CENTER FOR ADVANCED HOLOCAUST STUDIES FELLOWSHIP
"THE SAINT LOUIS ODYSSEY THROUGH THE EYES OF CAPTAIN SCHROEDER"

Professional Background

Dr. Diane Afoumado received a Ph.D. and an M.A. in contemporary history from the University of Paris X, Nanterre. During her fellowship at the Museum, she was a Historian at the Center of Jewish Documentation, Paris, France. For her Center for Advanced Holocaust Studies Fellowship, Dr. Afoumado conducted research for her project “The St. Louis Odyssey through the Eyes of Captain Schroeder.” Dr. Afoumado is the author of numerous articles such as “Le Congrès Juif Mondial face à l’antisémitisme nazi” [The World Jewish Congress Faced with Nazi Antisemitism] in Revue d’Histoire de la Shoah.

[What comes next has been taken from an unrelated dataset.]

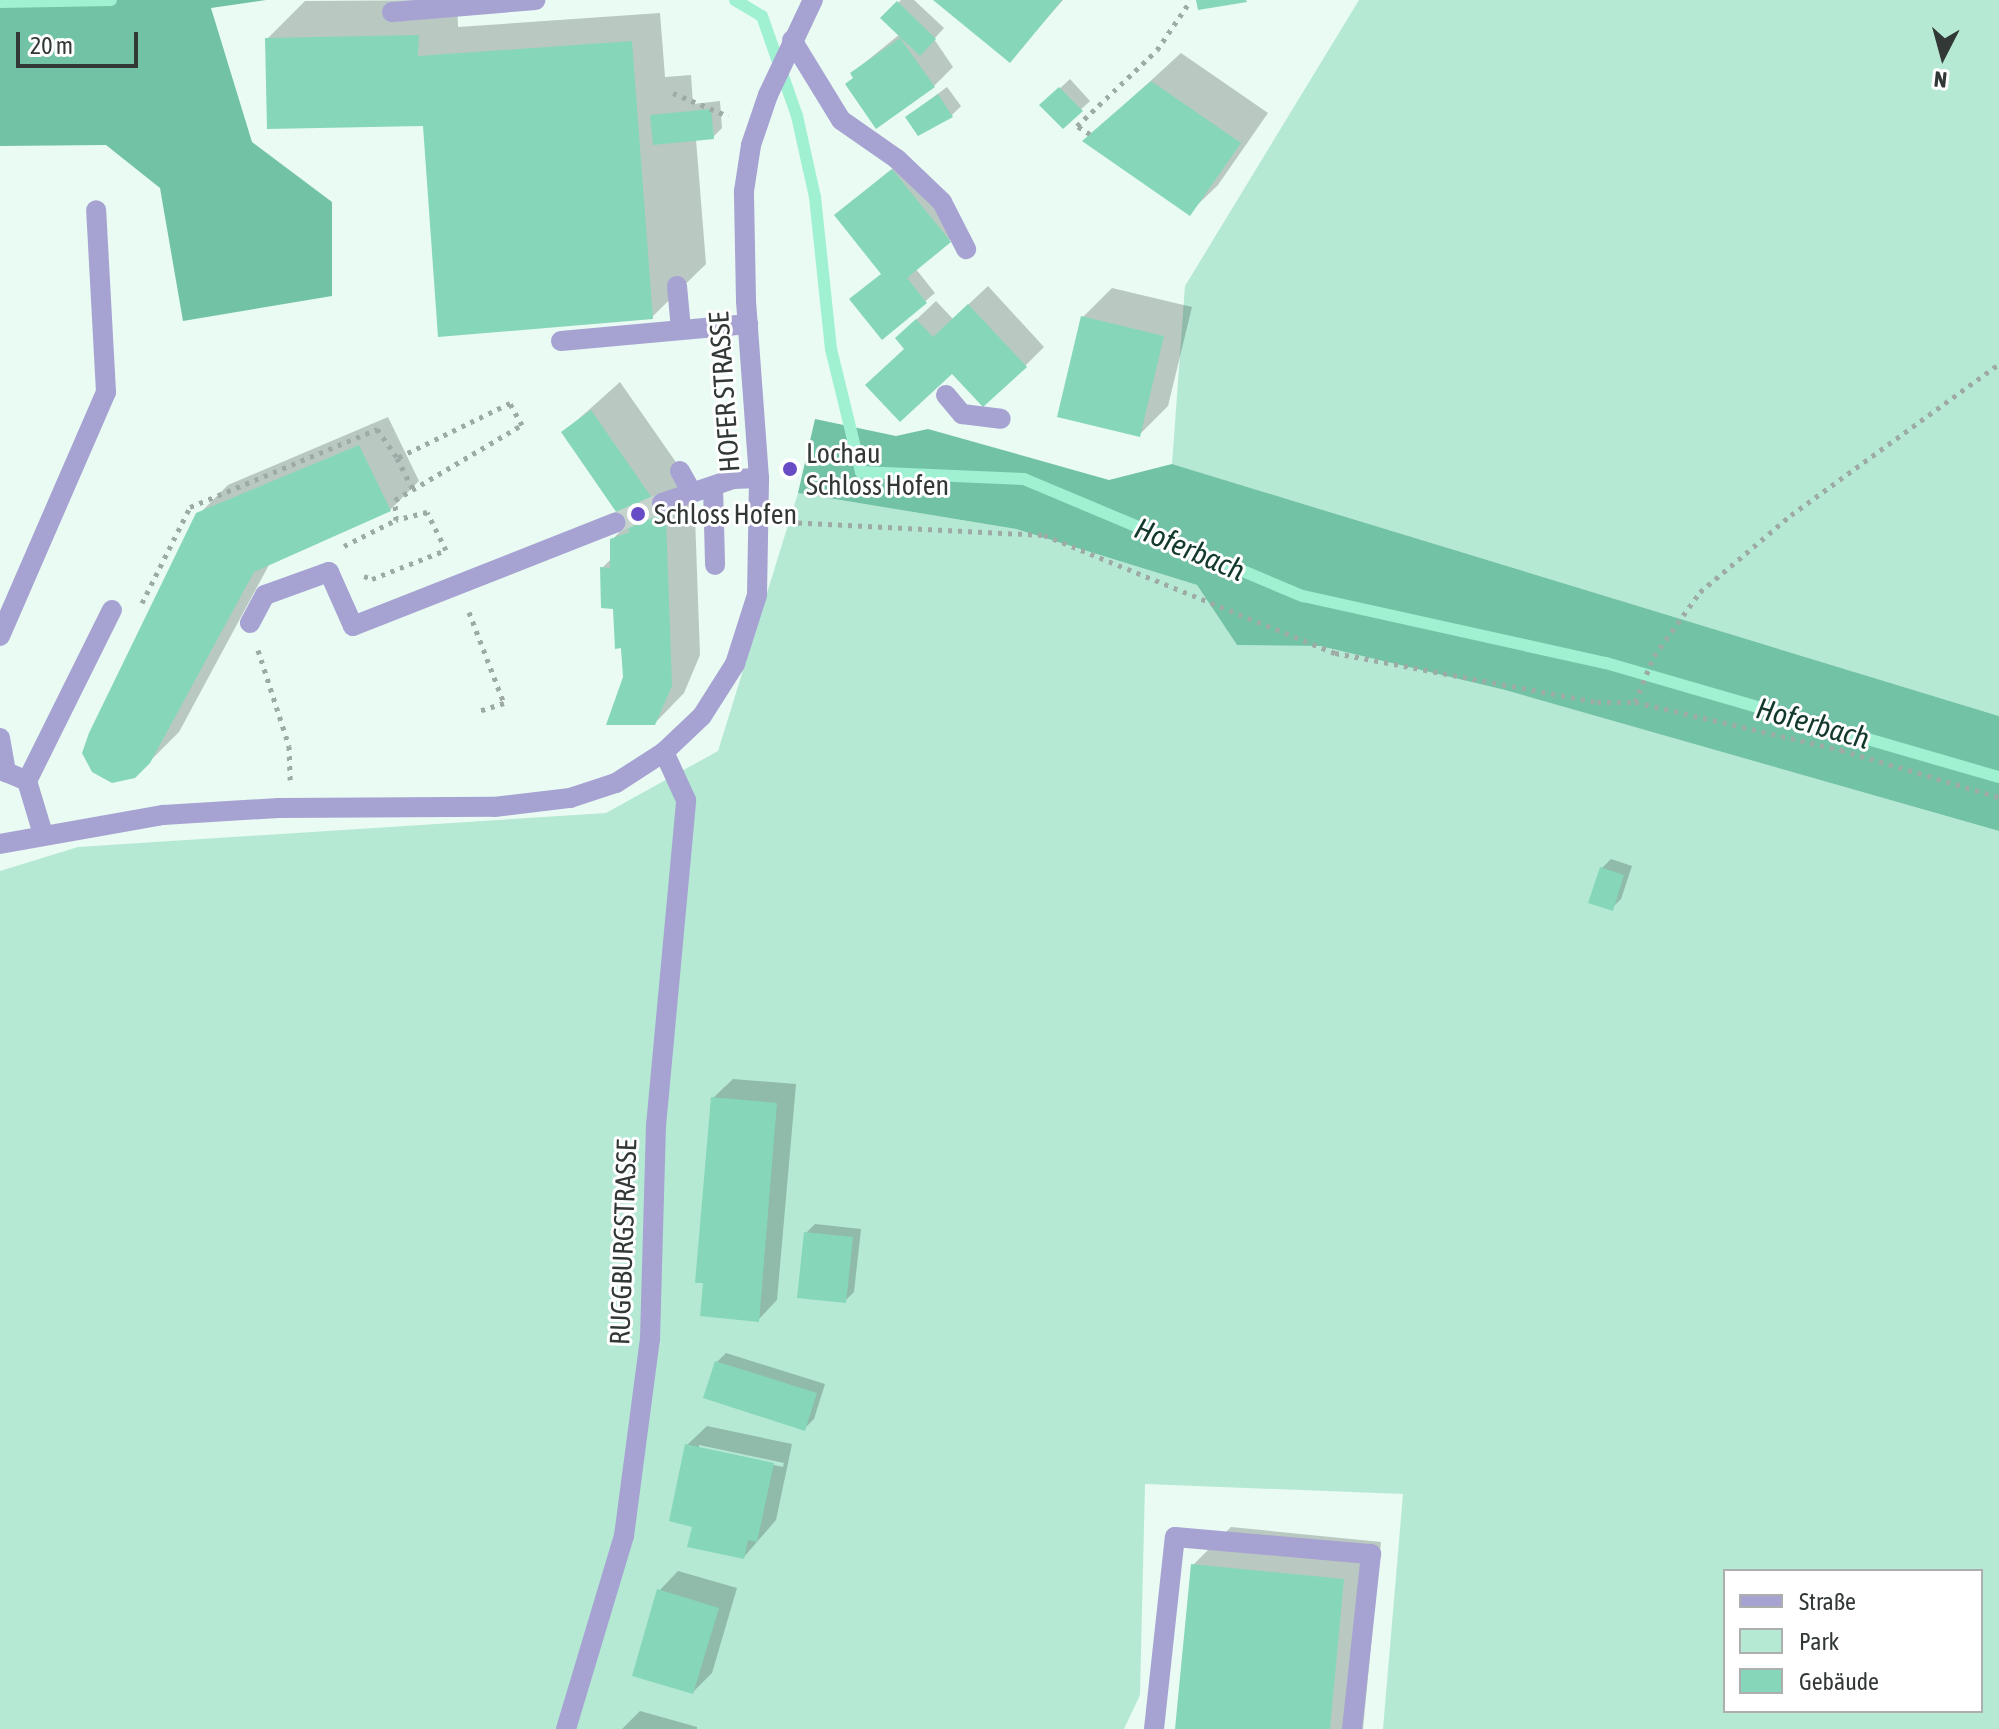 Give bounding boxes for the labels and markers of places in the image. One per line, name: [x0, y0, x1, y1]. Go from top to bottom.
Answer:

Le Monde Juif (No. 179, September-December 2003); “Le Consistoire et les Juifs immigrés en France pendant les annés trente [The Consistory and the Jewish Immigrants in France during the 1930s] in Revue d’Histoire de la Shoah. Le Monde Juif (No. 172, May-August, 2001); and “Les ‘vaiseaux-fantomes’ à l veille de la Seconde Guerre mondiale [The “Ghost Vessels” on the Eve of WWII] in Revue des etudes juives (July-December, 1999). She was an Assistant Professor at the University of Paris X, Nanterre where she specialized in French Jewry and is a former Historian at the Commission for the Compensation of Victims of Spoliation Resulting from Antisemitic Legislation in Force during the Occupation. Dr. Afoumado has collaborated on several research projects including one with renowned historian Serge Klarsfeld on the French internment camps.

Fellowship Research

While in residence at the Museum, Dr. Afoumado researched the experience of Jews on the St. Louis as they attempted to make their way to Cuba and then the United States through the eyes of the ship’s empathetic captain Gustav Schroeder. She studied Captain Schroeder’s diary, a copy of which Dr. Afoumado acquired from a surviving St. Louis passenger after a tireless search, in which he meticulously recorded both the factual accounts of daily life on the ship as well as the ship’s general atmosphere. Dr. Afoumado examined the account along with newspaper coverage in order to transcend the common perception that the journey of the St. Louis was an exclusive German-Cuban-American affair. She researched the St. Louis’s passage as an international event, delineating the roles that other nations played in sealing the fate of the ship’s nine hundred hopeful Jewish passengers. Dr. Afoumado’s fellowship project was an extension of a chapter of her Ph.D. dissertation (“Conscience, Attitudes and Behavior of the Jews in France Between 1936 and 1944”). She made extensive use of the Library’s collection of survivor’s testimonies and other archival documents as well as photographs and film footage.

Dr. Afoumado was in residence at the Mandel Center from June 1 to August 29, 2003.